Writing is, as usual, playing second fiddle to life. But it’s how that’s happening that is the surprise to me. First off, I was unemployed for months, before getting a part time job just last week, so I was vitally interested in the question of extending unemployment, which means I was haunting Twitter at odd hours to see if anyone had an update on Congress’s decisions. This is not something I’ve done much before, because although I am a Twitter fan, I always thought you could get in and out fairly quickly. When you’re dealing with congressional decisions (or for that matter government on the local level, which also has my attention) nothing goes quickly.
Also, I have only had a smart phone for a matter of months now. When I got it for my birthday, I was convinced it was going to make life easier, be a wonderful time saver and that I would not be like all of my kids who are on it incessantly. Wrong. The intentions are good. I can check email, figure out tomorrow’s weather so I can plan what I’m going to wear and wear the darn thing on my arm so I can listen to music and track my run, but the actions are time consuming. I am constantly looking up things that don’t really matter (EG: Was Lou Ferrigno really on Star Trek Continues? Why does Pandora quit on me half way through the run and what is up with this gps telling me I’m running 85 miles an hour?) and I spend endless time trying to figure out how to make the phone do the things I want the phone to do.

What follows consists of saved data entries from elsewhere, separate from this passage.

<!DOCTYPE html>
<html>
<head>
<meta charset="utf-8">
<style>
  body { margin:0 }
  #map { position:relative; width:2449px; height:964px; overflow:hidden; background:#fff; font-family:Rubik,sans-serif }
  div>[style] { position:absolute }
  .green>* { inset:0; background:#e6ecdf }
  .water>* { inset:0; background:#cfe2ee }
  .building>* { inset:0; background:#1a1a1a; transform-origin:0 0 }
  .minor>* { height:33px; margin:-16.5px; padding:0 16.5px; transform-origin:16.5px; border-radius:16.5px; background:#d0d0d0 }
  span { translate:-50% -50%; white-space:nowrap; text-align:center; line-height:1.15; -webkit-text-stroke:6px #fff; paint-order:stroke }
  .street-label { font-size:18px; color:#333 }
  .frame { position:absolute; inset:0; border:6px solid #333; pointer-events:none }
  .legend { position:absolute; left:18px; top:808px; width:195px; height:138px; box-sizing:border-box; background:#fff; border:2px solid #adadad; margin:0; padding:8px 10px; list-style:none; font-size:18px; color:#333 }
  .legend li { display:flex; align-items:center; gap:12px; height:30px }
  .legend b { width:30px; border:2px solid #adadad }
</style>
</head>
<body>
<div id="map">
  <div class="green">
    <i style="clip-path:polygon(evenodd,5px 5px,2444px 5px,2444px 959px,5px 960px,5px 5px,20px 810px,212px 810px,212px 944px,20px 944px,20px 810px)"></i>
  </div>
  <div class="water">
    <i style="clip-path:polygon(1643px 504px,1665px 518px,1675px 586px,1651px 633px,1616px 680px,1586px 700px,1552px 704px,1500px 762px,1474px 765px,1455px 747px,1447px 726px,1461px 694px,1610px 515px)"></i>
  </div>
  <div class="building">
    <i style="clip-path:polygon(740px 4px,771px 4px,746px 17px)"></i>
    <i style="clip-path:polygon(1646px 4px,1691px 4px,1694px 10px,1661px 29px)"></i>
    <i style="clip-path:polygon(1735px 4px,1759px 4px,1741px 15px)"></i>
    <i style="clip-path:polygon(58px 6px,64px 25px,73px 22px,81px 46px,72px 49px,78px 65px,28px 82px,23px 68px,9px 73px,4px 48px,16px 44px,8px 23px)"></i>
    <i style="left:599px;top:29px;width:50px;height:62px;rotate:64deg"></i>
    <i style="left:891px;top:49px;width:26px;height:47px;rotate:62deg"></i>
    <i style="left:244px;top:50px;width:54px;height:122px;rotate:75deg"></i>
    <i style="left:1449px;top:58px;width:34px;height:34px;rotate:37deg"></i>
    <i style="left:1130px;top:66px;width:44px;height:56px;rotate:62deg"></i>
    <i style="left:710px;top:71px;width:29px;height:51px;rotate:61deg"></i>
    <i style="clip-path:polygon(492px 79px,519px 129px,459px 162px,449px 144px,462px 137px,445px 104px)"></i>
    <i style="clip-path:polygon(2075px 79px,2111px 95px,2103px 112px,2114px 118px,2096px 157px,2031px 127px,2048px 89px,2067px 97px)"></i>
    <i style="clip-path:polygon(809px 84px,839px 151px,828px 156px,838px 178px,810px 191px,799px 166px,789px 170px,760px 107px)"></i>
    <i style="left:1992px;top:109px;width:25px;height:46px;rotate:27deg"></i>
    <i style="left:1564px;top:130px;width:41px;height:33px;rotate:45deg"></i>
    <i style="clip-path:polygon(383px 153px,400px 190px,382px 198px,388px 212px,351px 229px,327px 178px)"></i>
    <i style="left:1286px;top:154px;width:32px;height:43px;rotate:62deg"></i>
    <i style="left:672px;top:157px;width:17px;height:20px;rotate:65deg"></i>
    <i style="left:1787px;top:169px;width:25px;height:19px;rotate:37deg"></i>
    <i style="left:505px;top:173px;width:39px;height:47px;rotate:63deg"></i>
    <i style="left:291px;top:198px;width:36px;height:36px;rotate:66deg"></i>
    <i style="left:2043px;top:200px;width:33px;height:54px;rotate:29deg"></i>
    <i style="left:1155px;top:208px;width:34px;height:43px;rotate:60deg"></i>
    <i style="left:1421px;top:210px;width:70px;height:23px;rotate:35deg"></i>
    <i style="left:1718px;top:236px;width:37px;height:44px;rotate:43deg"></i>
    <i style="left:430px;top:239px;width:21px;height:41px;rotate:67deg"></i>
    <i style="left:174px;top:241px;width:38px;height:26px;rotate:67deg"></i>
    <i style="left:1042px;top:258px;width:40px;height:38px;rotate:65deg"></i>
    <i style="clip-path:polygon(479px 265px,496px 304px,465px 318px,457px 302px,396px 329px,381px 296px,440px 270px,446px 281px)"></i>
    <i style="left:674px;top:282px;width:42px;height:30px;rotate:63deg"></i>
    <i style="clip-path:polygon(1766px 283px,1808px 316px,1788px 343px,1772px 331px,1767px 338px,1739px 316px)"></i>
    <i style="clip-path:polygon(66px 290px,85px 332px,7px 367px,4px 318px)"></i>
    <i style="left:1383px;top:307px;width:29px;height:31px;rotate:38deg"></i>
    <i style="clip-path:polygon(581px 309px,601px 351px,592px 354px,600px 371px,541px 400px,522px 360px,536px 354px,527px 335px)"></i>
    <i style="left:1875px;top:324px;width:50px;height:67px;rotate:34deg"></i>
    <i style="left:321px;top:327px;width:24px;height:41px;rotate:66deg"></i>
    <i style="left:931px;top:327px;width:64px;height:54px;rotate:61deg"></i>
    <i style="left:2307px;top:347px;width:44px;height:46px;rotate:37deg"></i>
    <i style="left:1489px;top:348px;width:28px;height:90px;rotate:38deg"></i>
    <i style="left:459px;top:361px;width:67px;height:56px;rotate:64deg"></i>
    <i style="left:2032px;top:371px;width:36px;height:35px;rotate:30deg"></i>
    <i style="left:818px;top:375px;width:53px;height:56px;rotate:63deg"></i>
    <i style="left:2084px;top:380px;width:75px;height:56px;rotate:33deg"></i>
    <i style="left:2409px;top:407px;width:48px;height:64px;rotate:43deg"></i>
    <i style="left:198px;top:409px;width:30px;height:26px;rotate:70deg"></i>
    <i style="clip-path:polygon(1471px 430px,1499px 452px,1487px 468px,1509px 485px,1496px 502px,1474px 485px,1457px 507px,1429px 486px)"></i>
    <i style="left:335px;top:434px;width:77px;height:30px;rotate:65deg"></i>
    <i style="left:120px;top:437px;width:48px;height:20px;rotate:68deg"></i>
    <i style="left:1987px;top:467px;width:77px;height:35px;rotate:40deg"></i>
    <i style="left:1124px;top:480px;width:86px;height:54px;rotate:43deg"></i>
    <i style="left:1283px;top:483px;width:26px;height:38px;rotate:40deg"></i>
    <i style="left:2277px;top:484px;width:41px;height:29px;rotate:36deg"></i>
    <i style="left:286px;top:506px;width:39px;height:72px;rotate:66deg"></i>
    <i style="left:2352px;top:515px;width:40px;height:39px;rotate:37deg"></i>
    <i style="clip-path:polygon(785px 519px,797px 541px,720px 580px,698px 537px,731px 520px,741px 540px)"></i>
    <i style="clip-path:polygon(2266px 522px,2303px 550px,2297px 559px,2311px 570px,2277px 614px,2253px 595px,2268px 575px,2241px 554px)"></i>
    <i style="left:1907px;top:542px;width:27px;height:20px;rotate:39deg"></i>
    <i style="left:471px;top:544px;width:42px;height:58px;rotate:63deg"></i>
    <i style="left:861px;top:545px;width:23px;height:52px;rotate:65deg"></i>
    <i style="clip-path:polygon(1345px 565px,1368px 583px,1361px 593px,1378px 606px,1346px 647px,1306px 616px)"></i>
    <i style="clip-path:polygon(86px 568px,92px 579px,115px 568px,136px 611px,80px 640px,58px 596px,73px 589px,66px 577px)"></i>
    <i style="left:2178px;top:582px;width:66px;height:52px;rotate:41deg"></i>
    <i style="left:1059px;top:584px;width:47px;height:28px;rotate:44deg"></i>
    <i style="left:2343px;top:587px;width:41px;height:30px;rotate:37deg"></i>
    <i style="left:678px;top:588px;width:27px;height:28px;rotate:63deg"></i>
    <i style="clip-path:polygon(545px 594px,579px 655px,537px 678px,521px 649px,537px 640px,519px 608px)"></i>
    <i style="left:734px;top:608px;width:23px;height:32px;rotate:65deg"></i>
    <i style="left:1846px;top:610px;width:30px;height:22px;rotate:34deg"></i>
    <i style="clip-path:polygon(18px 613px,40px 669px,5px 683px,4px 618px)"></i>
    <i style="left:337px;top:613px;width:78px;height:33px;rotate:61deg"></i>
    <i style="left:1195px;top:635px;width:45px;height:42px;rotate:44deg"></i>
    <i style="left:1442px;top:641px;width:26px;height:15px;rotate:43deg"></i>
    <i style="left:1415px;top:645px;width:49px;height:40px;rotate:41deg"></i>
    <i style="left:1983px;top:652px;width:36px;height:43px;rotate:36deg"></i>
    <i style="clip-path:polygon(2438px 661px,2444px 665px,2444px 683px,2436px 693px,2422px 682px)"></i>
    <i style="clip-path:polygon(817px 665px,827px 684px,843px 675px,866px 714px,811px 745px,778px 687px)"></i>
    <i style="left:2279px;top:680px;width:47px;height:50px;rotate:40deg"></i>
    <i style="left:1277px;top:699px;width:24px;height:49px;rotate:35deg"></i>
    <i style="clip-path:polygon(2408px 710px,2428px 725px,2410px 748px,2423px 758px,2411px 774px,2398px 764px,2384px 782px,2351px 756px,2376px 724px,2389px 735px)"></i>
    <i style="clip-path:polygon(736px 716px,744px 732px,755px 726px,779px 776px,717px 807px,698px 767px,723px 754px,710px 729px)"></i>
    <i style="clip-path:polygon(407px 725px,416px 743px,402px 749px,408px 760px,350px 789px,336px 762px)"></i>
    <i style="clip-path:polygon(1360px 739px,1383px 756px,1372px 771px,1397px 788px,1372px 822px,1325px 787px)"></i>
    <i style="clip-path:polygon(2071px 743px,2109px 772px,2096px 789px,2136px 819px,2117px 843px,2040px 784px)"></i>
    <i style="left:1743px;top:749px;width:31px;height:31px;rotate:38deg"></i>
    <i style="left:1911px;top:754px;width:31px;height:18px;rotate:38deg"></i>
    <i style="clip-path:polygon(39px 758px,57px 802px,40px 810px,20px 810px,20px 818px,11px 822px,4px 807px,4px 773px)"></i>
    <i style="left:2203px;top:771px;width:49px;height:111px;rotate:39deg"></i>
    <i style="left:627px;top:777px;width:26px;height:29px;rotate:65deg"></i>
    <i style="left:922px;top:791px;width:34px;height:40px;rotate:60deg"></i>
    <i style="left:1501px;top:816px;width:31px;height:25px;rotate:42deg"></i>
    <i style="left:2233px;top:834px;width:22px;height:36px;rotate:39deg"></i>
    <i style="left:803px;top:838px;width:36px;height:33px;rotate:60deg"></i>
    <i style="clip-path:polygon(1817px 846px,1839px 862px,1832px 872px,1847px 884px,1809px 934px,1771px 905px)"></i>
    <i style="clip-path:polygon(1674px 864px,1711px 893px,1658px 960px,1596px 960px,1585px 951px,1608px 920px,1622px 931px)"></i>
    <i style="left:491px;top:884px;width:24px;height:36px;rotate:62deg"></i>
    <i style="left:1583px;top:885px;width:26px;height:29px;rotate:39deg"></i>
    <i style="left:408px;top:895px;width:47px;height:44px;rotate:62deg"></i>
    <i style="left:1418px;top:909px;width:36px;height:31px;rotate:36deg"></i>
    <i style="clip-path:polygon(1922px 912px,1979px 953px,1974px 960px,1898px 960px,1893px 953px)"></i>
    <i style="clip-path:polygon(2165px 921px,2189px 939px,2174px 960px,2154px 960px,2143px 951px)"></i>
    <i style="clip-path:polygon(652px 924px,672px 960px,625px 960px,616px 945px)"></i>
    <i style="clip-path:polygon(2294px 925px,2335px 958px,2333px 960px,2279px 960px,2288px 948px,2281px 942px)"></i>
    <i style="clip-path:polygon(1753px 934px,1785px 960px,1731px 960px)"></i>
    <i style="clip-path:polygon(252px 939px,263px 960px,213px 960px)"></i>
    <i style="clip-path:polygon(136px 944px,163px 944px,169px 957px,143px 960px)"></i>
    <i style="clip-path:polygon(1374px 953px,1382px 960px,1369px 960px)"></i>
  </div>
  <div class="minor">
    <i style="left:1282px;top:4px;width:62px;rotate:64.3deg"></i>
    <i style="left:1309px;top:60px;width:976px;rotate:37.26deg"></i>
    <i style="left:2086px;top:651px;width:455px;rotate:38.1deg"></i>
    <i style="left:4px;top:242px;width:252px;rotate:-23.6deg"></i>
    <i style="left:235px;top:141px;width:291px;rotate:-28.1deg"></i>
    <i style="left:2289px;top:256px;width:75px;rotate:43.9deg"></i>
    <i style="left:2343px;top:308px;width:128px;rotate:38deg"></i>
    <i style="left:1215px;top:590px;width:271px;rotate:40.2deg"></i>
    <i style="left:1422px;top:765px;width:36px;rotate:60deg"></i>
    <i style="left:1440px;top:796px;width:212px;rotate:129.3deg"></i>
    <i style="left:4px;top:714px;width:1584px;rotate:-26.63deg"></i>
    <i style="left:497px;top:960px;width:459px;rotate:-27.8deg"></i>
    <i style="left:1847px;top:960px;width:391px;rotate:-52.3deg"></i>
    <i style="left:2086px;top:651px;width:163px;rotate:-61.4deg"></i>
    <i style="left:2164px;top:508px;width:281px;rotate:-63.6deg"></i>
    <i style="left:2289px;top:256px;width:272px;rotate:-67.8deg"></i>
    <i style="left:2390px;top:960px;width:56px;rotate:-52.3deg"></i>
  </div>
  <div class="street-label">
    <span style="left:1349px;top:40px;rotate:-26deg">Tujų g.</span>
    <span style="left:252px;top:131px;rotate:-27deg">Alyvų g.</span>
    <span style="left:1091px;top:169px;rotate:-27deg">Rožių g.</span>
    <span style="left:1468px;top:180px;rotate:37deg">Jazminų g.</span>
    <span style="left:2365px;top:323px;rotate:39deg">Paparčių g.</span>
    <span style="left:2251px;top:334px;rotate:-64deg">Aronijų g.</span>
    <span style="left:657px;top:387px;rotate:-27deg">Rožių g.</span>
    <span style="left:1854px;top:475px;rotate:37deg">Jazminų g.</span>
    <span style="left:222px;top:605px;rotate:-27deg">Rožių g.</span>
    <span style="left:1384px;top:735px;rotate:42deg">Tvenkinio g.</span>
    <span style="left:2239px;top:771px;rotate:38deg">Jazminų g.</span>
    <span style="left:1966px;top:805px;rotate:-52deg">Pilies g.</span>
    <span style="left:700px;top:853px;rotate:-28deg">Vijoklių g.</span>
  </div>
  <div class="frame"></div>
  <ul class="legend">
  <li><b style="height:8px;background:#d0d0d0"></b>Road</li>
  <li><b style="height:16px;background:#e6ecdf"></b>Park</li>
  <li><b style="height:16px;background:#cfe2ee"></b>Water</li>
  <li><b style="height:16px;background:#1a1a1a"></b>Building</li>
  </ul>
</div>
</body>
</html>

Last but not least, there is my real life, where my daughter is getting married and my son has just presented me with my first ever grandchild. Life is wonderful but decisions on what cabinet latch will best baby proof my home and what color of gray we need for my husband’s suit to give away the bride are…time consuming.
The difference is my reaction this time. I’m going with the flow. I want to write. I will write again. Soon. But if it doesn’t happen right now, well, I’m storing up a heck of a lot of experience to write about.